Now my father is disappointed in me, tells me that I’m becoming too selfish. He cites the coffee mug I gave my older brother for Christmas, the one he says I received as a gift from someone else. I didn’t. I bought it. He tells me that he was so proud when I pretended to like that boy in kindergarten, just to make him feel better. I suppose that, since then, I have strayed too far from my role as a part of the family unit, as sweet, as silent, as afraid. A little too focused on my own goals, my own dreams, my own life. Too selfish.

Stephen was expelled at the end of kindergarten for his conduct grades. My mother tells me that his mother told her that he improved so much at home, became so much more at peace with himself. But the teachers didn’t want him to be at peace with himself; they wanted him to be someone else. They wanted him to be quiet, to settle down, to do what they told him and stop giving them a headache while they were trying to earn their salaries. They only pretended to care for us, to love kids, and they were adults. They didn’t like pretending.

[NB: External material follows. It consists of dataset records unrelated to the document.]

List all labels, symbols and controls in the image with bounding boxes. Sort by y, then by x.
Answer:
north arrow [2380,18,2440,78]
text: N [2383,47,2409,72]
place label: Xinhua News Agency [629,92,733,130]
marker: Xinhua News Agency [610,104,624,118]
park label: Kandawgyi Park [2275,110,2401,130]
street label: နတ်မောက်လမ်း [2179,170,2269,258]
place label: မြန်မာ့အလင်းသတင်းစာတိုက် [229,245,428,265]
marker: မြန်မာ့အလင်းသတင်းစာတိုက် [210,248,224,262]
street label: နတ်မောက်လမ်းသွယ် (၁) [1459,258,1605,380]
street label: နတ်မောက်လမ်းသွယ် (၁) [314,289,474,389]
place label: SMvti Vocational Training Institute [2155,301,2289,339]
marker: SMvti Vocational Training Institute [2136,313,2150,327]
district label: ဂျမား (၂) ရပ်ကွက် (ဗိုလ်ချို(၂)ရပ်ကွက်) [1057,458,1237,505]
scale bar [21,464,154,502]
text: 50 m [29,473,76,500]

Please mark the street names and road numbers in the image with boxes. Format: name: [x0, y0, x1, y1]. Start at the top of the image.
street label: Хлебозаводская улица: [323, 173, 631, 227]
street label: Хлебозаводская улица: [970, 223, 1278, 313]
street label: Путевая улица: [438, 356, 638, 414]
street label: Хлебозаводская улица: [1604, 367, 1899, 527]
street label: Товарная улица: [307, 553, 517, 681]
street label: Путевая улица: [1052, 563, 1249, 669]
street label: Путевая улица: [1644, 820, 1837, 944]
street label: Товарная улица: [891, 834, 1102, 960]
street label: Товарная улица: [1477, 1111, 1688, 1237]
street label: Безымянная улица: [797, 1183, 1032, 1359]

One day, when school was ending and we rushed outside to our parents waiting in their cars, I spotted him walking a few feet in front of me. I don’t remember if I had hatched the plan earlier in the day, or if it occurred to me on a whim. I quickened my pace and grabbed his arm, whispering at him urgently.

“Stephen,” I said, and told him something that no kid could ignore. “I have to tell you a secret.”

His eyes grew wide, and he leaned down as I beckoned him closer, closing the head of height between us as I stretched up toward his ear. What valuable information, I wonder, did he think I had to tell him? What would I say now? Perhaps,

“It is never wrong to smile. No one should ever tell you that you can’t laugh, or speak, or have a sparkle in your eye. Love the things you love, and never feel ashamed for it. It’s not your fault. None of this is your fault.”

Instead, I kissed him on the cheek, and he shouted my name in shock as I ran out to my mother’s car, laughing.